# Former Presbyterian Pastor's Route to Apostacy : Scott Hahn



## jaybird0827 (Nov 8, 2006)

This article has been posted on the Berean Beacon website. The guy behind this website is a former RCC priest.


----------



## Bladestunner316 (Nov 8, 2006)

Ive read one of Richard Bennets tracts from Mt. Zion. I was wondering where does he go to church if you or anyone knows.


----------



## jaybird0827 (Nov 8, 2006)

I knew Richard Bennett when we both lived in the Portland, OR area.

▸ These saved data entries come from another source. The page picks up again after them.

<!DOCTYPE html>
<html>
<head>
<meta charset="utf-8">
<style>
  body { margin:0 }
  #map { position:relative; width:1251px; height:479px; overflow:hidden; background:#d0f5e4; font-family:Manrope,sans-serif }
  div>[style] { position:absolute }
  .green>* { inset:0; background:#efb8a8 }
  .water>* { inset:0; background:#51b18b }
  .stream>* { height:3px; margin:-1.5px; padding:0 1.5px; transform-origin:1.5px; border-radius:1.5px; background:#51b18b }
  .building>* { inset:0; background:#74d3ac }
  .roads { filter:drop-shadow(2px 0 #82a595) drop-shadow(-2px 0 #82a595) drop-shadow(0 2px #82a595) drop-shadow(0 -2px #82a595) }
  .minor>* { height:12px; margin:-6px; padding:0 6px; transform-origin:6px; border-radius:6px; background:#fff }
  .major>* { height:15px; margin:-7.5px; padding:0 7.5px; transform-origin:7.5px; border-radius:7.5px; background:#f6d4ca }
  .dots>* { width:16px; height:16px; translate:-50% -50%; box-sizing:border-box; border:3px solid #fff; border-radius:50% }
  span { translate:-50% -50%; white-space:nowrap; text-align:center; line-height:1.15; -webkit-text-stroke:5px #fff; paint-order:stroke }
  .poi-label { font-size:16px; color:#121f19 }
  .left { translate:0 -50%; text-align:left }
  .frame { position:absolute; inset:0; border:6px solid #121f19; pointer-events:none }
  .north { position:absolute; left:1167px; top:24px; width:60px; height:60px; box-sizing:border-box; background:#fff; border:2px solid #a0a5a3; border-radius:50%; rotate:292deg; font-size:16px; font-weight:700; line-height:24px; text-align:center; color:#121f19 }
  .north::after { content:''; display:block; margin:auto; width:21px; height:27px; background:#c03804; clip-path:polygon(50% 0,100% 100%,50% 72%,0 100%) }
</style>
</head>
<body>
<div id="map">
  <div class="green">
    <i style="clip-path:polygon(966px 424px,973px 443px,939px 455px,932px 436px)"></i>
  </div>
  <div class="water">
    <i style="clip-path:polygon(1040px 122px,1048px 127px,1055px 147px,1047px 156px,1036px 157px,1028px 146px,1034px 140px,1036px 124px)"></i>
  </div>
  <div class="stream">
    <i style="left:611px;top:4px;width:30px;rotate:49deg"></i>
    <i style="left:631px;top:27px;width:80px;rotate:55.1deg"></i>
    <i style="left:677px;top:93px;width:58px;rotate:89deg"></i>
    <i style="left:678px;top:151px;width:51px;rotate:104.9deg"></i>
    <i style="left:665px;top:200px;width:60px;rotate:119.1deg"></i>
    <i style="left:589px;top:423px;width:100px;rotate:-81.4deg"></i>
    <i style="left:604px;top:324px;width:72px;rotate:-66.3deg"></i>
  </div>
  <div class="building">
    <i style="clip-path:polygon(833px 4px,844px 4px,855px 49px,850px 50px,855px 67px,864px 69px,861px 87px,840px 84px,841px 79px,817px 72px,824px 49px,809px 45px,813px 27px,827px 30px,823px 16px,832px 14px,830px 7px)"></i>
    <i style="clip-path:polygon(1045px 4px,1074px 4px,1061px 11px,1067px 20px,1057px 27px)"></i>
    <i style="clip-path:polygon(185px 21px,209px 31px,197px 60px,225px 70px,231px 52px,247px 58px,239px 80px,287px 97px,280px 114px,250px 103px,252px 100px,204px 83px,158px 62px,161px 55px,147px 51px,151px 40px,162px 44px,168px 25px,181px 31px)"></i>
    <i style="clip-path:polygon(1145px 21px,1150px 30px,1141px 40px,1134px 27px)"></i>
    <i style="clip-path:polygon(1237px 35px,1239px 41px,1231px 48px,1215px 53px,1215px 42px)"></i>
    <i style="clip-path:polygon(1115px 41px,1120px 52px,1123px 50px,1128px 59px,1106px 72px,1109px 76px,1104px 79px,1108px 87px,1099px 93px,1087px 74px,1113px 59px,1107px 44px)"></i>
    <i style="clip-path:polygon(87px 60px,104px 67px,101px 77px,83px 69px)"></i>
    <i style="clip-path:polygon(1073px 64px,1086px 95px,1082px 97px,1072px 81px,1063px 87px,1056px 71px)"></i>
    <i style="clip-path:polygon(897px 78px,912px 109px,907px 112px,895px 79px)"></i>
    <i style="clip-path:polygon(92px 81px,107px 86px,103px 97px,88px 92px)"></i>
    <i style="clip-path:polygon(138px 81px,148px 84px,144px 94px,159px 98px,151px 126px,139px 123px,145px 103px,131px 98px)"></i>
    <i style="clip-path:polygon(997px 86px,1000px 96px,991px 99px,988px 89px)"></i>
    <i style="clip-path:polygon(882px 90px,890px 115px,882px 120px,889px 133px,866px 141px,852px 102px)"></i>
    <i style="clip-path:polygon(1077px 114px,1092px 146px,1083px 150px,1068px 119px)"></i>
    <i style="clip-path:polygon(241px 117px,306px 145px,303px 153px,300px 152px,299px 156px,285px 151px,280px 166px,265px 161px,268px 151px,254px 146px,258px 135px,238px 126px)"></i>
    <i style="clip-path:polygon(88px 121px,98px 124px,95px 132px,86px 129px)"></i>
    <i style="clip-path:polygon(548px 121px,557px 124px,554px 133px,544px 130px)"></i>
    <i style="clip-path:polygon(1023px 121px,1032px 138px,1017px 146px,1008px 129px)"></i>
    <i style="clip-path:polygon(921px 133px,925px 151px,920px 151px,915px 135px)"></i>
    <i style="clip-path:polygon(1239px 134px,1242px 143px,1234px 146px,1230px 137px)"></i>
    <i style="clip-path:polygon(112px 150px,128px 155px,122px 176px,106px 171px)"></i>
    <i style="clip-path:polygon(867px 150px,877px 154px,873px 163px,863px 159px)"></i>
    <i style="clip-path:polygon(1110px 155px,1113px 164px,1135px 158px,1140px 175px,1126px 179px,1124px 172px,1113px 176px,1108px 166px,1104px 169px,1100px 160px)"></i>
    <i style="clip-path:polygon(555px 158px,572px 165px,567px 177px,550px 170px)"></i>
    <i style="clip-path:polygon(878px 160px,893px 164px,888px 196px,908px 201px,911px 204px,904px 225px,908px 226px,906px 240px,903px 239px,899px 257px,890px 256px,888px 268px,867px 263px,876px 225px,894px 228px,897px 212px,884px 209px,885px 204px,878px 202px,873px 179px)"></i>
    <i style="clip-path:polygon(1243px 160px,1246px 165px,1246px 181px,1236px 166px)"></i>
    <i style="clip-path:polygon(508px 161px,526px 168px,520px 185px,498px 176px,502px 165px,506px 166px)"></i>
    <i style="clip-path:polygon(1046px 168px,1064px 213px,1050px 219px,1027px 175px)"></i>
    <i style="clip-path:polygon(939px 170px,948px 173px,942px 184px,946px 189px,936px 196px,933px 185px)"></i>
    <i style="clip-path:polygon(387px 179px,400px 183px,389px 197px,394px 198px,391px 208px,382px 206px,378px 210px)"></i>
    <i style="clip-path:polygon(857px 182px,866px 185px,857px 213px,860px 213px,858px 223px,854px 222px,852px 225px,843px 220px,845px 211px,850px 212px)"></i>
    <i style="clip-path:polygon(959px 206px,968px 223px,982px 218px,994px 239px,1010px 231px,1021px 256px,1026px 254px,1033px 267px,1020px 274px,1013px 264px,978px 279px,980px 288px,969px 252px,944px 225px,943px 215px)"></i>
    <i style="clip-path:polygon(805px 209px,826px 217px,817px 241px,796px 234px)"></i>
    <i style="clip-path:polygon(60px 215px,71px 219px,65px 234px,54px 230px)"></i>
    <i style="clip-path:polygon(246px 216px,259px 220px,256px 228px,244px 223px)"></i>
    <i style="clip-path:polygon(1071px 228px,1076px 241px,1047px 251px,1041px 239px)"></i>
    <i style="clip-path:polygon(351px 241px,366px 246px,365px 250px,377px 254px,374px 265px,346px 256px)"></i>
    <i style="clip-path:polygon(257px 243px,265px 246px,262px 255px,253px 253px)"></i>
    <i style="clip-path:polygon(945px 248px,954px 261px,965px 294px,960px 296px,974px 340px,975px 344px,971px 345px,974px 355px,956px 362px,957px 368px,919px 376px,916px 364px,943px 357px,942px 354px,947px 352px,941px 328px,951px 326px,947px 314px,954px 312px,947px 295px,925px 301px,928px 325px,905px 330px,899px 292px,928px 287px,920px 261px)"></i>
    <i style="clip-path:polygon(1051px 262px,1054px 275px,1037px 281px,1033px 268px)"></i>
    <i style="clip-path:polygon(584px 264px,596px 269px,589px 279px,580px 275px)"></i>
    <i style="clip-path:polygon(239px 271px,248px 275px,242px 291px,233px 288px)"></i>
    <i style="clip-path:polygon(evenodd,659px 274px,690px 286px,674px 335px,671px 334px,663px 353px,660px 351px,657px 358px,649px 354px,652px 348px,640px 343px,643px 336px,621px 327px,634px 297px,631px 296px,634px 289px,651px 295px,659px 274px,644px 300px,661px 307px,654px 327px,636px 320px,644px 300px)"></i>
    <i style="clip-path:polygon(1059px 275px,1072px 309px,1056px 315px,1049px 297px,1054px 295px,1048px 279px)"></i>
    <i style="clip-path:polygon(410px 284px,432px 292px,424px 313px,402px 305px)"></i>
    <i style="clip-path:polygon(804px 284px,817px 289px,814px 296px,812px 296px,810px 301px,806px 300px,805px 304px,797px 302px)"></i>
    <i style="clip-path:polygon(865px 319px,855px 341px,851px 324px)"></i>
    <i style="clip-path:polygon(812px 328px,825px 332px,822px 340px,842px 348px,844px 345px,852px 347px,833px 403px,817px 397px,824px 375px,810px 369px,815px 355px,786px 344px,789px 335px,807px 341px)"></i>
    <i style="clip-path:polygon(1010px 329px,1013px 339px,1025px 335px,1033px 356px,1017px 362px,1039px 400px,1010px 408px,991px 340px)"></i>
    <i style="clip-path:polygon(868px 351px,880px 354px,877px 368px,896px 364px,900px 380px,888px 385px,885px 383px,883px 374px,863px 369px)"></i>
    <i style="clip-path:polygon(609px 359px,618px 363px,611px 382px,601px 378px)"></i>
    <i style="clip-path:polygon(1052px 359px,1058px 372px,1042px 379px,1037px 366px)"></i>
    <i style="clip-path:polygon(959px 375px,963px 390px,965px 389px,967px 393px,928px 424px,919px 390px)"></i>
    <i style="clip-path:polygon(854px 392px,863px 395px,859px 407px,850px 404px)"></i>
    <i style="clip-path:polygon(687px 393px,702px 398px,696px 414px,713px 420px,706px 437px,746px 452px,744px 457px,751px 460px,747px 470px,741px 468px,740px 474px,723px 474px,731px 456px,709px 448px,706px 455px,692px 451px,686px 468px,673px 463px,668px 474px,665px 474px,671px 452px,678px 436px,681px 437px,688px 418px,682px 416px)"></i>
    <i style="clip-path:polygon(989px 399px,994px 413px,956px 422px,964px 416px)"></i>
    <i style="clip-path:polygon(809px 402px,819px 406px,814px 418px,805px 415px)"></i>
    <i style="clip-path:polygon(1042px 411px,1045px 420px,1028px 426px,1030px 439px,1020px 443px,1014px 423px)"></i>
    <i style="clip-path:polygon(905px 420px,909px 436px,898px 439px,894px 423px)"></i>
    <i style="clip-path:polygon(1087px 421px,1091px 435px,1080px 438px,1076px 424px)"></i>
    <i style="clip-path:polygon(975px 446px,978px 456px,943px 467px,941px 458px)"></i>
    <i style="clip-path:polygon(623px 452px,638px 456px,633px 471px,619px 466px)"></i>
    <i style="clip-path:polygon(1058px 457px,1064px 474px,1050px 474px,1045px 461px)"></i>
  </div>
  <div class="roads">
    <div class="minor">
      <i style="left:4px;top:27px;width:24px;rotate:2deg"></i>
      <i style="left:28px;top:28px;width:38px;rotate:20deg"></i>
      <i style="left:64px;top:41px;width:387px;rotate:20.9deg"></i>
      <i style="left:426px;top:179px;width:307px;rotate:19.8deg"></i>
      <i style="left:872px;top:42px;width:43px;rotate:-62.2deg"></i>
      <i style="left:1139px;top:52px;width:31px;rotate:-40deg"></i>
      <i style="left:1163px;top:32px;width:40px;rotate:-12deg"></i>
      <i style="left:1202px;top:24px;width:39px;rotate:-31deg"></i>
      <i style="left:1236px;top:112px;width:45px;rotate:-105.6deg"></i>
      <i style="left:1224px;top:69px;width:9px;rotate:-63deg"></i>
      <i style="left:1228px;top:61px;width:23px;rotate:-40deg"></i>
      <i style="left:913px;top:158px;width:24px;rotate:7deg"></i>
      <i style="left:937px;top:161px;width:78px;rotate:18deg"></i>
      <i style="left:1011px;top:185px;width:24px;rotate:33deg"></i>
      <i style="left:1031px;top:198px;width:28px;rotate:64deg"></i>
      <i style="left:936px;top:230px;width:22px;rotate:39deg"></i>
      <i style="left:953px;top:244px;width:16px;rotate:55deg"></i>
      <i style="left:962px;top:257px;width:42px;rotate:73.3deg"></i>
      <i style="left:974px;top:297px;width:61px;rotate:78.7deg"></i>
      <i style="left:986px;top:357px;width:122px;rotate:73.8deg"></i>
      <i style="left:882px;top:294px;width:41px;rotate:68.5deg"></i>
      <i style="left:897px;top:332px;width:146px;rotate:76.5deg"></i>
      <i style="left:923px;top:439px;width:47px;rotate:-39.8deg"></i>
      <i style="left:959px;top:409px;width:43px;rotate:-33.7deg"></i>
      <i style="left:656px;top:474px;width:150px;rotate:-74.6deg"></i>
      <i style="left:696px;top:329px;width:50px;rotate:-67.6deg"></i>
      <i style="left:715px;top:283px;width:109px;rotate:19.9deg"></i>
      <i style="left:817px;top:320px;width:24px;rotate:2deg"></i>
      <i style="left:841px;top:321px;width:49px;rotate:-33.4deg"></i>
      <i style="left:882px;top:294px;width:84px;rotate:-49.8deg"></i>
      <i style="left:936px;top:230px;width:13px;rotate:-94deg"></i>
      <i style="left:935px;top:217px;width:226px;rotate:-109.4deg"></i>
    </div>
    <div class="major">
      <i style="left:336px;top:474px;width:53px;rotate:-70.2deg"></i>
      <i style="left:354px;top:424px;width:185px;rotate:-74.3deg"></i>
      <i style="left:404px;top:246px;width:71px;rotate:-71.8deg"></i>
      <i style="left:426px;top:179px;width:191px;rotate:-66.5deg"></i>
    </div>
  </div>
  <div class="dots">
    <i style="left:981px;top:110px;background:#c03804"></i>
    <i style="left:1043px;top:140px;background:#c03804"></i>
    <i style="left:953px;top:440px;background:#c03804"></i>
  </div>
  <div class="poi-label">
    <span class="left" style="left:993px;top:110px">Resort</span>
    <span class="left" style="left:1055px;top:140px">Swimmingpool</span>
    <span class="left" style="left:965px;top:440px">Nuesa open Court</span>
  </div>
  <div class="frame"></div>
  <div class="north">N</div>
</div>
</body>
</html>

Last I knew he attends a Baptist church.


----------



## Bladestunner316 (Nov 8, 2006)

I was just curious I think he has a good ministry going on to reach catholics.


----------



## Arch2k (Nov 8, 2006)

See this thread for more on Scott Hahn and others like him.

I have been blessed by a series of lectures by Richard Bennett entitled a Conference on Christianity and Roman Catholicism.


----------



## ADKing (Nov 8, 2006)

I sat through several workshops by Richard Bennett while in college in Portland, OR. He also would take college students to do evangelism on Friday nights. The fact that he was a converted priest opened up a lot of opportunities for conversation that others of us might not have had (his Irish accent didn't hurt either!). Mr. Bennett moved from Portland to Texas a few years back, but I still believe he is affiliated with Baptists. I am very grateful for him and his ministry.


----------



## turmeric (Nov 8, 2006)

This is a very sad case. I became aware of it when an eager young Roman Catholic convert attempted to convert me shortly after I became a Christian. That's an interesting tale in itself, however, he gave me an article by Scott Hahn. It sounds like Hahn was confused about the nature of salvation from the get-go. I know the Puritans called justification "the Great Exchange," but what Hahn is talking about is more akin to a Keswick experience or what those kids do when they toss a pinecone into the fire at church camp. We don't "give Christ our sins and accept his forgiveness" in that sense at all.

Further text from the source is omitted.